When Apple introduced its in-house M1 chip and the new Mac trio powered by it earlier this month, the company touted a performance boost that sounded almost too good to be true. After all, this was a first-gen PC chip, and optimizing it to extract the maximum performance out of it was expected to be a challenging task. But the reviews are in, and so are the benchmarking results – both of which are overwhelmingly positive. Talking about the new Mac Mini though, the M1-powered machine leaves Intel’s best far behind. 

As you can see in the image below, the single-core Geekbench tally of the new Mac Mini stands at an impressive 1689, which is even higher than Intel’s top-of-the-line 10th gen Core i9 processor fitted inside the 27-inch iMac.
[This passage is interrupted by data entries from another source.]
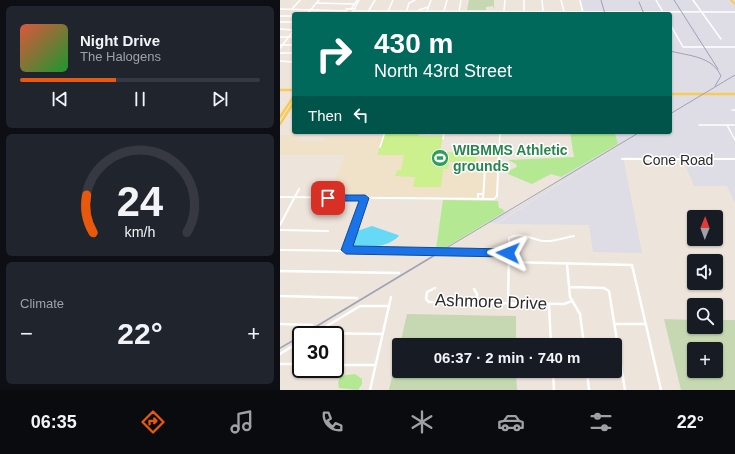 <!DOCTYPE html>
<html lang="en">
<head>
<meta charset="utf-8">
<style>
  body { margin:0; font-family:Arial,sans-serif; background:#20242c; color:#f1f3f6; height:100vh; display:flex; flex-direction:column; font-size:15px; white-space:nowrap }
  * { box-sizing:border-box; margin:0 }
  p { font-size:13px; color:#9ea1a6 }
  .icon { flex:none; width:22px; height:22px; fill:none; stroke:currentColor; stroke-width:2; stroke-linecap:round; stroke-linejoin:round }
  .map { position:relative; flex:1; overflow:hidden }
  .panel { display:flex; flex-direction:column; gap:6px; padding:6px; background:#0d0f14; width:280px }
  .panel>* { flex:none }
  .banner { position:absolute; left:12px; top:12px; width:380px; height:122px; border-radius:4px; box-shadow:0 1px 3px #0004; background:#00695c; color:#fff; overflow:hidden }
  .needle { width:26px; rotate:1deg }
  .buttons { position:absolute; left:407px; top:210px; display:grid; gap:8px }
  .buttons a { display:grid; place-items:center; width:36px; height:36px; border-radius:4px; background:#171b24; box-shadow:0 1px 3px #0004; font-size:20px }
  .speed { position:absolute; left:12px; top:326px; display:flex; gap:8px; font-size:20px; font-weight:700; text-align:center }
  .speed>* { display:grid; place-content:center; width:52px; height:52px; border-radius:50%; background:#171b24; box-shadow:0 1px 3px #0004; line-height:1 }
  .speed .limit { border:2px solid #111; border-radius:6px; background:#fff; color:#111 }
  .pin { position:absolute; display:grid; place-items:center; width:34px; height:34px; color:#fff; margin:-17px; border-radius:8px; box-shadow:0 2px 6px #0006 }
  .me { position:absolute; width:44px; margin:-22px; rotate:272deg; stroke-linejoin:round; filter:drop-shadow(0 0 3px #0008) }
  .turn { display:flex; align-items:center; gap:14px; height:84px; padding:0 16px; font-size:18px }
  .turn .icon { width:52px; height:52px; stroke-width:2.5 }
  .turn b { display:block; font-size:28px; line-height:34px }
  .then { display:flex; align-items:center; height:38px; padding:0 16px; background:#0003; gap:8px; font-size:15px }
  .big { font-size:30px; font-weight:700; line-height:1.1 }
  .panel .tile { flex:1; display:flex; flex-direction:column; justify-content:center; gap:6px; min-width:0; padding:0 14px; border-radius:6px; background:#20242c }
  .panel .dial { align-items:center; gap:0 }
  .dial svg { height:104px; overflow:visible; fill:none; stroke:#363941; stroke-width:7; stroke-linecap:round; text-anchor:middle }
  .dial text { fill:#f1f3f6; stroke:none }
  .song { display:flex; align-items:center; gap:12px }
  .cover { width:48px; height:48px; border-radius:6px; background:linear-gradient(135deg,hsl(10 70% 55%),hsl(130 70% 35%)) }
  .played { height:4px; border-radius:2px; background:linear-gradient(90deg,#ea580c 40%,#363941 40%) }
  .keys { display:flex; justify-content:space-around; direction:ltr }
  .heat { display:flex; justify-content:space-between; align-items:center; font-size:22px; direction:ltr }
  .trip { position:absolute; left:112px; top:338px; width:230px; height:40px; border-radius:4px; background:#171b24; box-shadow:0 1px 3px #0004; font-weight:700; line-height:40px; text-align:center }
  .tab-bar { display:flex; height:64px; justify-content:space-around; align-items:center; background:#090b0e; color:#9ea1a6 }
  .tab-bar .icon { width:28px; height:28px }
  .tab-bar .selected { color:#ea580c }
  .tab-bar b { font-size:18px; color:#f1f3f6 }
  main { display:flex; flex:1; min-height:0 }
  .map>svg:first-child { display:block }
</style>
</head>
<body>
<main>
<section class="panel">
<div class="tile">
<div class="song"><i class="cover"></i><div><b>Night Drive</b><p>The Halogens</p></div></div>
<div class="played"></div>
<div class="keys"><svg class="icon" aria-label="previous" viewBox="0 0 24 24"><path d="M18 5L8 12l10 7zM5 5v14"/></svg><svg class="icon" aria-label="pause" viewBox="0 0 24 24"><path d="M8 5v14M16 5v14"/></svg><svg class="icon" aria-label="next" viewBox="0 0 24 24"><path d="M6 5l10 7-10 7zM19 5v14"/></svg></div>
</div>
<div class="tile dial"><svg viewBox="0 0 100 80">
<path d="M14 69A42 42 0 1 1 86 69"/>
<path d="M14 69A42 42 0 0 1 9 40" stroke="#ea580c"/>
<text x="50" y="56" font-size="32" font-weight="700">24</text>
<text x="50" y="72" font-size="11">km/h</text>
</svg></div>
<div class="tile"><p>Climate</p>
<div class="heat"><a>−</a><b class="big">22°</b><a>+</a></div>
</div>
</section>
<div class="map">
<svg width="455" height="390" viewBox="0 0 455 390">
  <rect width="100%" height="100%" fill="#ede4db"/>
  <!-- industrial -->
  <path fill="#dedce5" d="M301,0H455V203L447,186H414L403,159L343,157L362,253L313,252L309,225L217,224L339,146L335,132H390V14H305Z
    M338,144V146L217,223H207L224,211L230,212L283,179L281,177Z"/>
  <!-- education -->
  <path fill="#f0e1c9" d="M125,132L139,133V136H163L160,152H219L216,198H48L65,155H0V135H21L18,141H43L46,137H103Z"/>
  <!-- green -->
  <path fill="#b5e893" d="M290,132H331L335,133L338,144L281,177L271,174L252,184L228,174L230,170L237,167L236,164L228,160L294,157Z
    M163,200L218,201L219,208L223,209L224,212L165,248L156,249Z
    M75,374L82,379V384L78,390L59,388L58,383L60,376Z"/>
  <!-- cemetery -->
  <path fill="#c6d8b1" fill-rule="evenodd" d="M189,0H214V10L213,6L206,7V10H187Z
    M149,11H224V14H148Z
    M127,314L236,316V345H120Z
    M384,319L414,320V327H436V320H455V390H401ZM414,349H436V371H414Z
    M119,347V371H236L237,390H109Z"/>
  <!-- pitch -->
  <path fill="#ccf08e" d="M105,132L139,133V136H163L160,152L197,153L196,162H169L168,169H163L161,187H133L135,177L115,176L117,170H121L124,155H97Z"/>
  <!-- water -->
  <path fill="#66d9f7" d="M92,226L118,235L119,236C106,249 89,246 72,246L77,231Z"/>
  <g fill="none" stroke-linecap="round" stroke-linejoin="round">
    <!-- street-far2 -->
    <path stroke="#fff" stroke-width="1.5" d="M244,0V14
      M262,0L263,11
      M281,0L284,11
      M376,0L384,14
      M413,0L441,39
      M36,3L74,4
      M12,9L20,0
      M89,10L95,0
      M127,10L129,3L135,0
      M139,10L148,7
      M164,11L167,0
      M179,11L181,0
      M224,11L225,0
      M27,14L39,0
      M107,14L113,0
      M0,16H14
      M0,22H14
      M390,24L403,47H455
      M0,29L14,30
      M0,37H14
      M0,45H14
      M0,48L14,30
      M0,53H14
      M0,61L14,62
      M452,110H455
      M419,125H455
      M447,125L455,140
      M149,134L150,132
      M163,139L164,132
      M100,147L105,132
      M219,150L220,132"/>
    <!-- street-far1 -->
    <path stroke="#fff" stroke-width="2" d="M342,159H455
      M0,197L214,199L217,196L219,149
      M198,199V194H203
      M203,199L205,169L218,168
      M0,225L19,189
      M0,230L48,231
      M0,250L228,253
      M67,250L85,198
      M229,256V238C240,231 251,239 263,241C273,242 283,238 294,236"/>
    <!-- street -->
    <path stroke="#fff" stroke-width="2.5" d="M228,262L352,265L381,390
      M287,264L290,297L300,314L304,345
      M0,271L119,273
      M289,287L324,288L329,291L345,390
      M155,288L147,292L146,299L149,302L284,304L292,301
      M194,289L197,294V303
      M0,296L77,298
      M228,304L229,255
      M269,304L271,345
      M0,324L32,325
      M334,324H366
      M35,333L102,334
      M32,335L80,306H109
      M0,354L21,341
      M0,364H21
      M55,365H95
      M273,371L274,390
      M307,371L309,390
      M90,390L111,297"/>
    <!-- secondary -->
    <path stroke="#fff" stroke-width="1.5" d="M300,0L303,14
      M72,8L77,0
      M75,8L79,0
      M0,9L67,11
      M66,9H75
      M74,11L455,12
      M70,14L73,11
      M146,14L151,0"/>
    <!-- primary-far1 -->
    <path stroke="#fbca53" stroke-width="2" d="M451,0L455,4"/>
    <!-- primary -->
    <path stroke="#fbca53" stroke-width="2.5" d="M0,90H14
      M390,94H455
      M0,117L14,96
      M0,124L14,102"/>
    <!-- rail-far1 -->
    <path stroke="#9da2b6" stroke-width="1" d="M321,0L325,14
      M394,0L438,69
      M359,2L364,14
      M390,51C409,56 432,56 441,76L435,86
      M390,114L455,75
      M153,256L360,132"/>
    <!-- rail -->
    <path stroke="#9da2b6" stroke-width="1.5" d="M22,335L155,255
      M0,348L21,336"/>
  </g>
  <!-- route -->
  <path fill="#1a73e8" stroke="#114b97" d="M45,195H85L89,198L73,246L228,249L233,253L228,257L66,254L61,250L79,201H48L45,200Z"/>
  <!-- icons -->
  <defs>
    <symbol id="stadium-disc" viewBox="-11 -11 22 22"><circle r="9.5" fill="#2e9e5b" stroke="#fff"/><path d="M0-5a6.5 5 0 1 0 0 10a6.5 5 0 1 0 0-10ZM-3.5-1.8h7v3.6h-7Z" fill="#fff"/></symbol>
  </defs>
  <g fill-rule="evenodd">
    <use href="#stadium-disc" x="150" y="148" width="20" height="20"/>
  </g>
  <g text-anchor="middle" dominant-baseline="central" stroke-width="3" stroke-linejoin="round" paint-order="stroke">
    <!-- leisure labels -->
    <g font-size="14" font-weight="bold" fill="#27864d" stroke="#fff" text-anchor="start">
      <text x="173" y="150">WIBMMS Athletic<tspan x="173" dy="16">grounds</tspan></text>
    </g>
    <!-- street labels -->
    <g font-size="14" fill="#2a2a2a" stroke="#fff">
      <text x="398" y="160">Cone Road</text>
    </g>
    <!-- near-street labels -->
    <g font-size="17" fill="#2a2a2a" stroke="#fff">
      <text transform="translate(211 302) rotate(2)">Ashmore Drive</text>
    </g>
  </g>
</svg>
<div class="buttons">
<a><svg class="needle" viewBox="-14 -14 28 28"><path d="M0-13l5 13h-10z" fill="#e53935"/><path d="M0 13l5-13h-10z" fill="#9ea1a6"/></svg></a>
<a><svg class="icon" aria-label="sound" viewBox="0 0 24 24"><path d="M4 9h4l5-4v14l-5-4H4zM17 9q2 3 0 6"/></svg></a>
<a><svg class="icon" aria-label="search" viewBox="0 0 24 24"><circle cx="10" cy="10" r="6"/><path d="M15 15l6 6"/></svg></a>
<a>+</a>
</div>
<div class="speed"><div class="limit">30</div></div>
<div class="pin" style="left:48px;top:198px;background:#d93025"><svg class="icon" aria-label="arrive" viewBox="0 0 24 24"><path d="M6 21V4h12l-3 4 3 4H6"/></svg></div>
<svg class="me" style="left:228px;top:253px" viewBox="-20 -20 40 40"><path d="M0-17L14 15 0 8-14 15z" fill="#1a73e8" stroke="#fff" stroke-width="4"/></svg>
<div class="trip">06:37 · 2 min · 740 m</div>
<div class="banner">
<div class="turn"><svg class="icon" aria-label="right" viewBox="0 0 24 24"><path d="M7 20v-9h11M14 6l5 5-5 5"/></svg><div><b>430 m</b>North 43rd Street</div></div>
<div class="then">Then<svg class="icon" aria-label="left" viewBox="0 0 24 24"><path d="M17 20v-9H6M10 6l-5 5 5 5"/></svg></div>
</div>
</div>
</main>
<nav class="tab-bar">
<b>06:35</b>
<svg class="icon selected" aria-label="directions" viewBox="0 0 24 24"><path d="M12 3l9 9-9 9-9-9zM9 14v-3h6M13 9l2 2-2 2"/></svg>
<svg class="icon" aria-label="music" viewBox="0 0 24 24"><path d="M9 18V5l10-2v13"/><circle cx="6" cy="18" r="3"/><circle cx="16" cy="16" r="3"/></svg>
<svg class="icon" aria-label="phone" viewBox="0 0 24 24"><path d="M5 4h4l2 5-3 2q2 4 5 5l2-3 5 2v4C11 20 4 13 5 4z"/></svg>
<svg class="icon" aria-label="climate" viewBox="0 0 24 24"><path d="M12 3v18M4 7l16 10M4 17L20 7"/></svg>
<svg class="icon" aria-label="car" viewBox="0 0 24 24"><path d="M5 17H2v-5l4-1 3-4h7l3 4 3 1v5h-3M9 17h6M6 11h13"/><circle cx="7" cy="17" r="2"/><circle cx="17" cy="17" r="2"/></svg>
<svg class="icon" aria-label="filters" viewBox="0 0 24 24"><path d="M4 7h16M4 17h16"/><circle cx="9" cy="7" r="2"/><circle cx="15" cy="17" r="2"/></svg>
<b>22°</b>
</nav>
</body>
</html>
For comparison, the Intel chip was a distant second with a multi-core Geekbench 5.0 score of 1251. What this essentially means is Apple has rewritten the rules of price-to-performance ratio by offering a machine that starts at just $699, but performs way better than Intel-powered hardware that costs thrice as much or even higher.

Mac Mini with M1 chip
Geekbench V5.0 tally of Mac Mini with M1 chip

Another impressive feat is that not only the Mac Mini, but the new M1 chip-powered MacBook Air also scored way better with a single-core tally of 1678 compared to the 1251 ceiling touched by the Core i9-powered iMac. It is worth keeping in mind that the new MacBook Air has a fanless design, but still offers a fire-breathing octa-core chip that leaves Intel’s best silicon far behind. Earlier results have also shown that the new MacBook Air is more powerful than Apple’s latest 16-inch MacBook Pro model, while the onboard GPU beats NVIDIA and AMD’s discrete graphics too.

It goes without saying that a higher single-core benchmark score indicates that the chip can sustain demanding workloads with ease. Even an 11th Gen Tiger Lake Core i7 laptop like the Dell XPS 13, when tested by the folks over at Tom’s Hardware, could only achieve a peak single-core tally of 1521. While the numbers are in favor of Apple’s new M1 Mac lineup – which includes the new MacBook Air, MacBook Pro and the Mac Mini – their performance will receive even further boost as developers optimize their apps to run natively instead of Apple’s Rosetta 2 translation layer.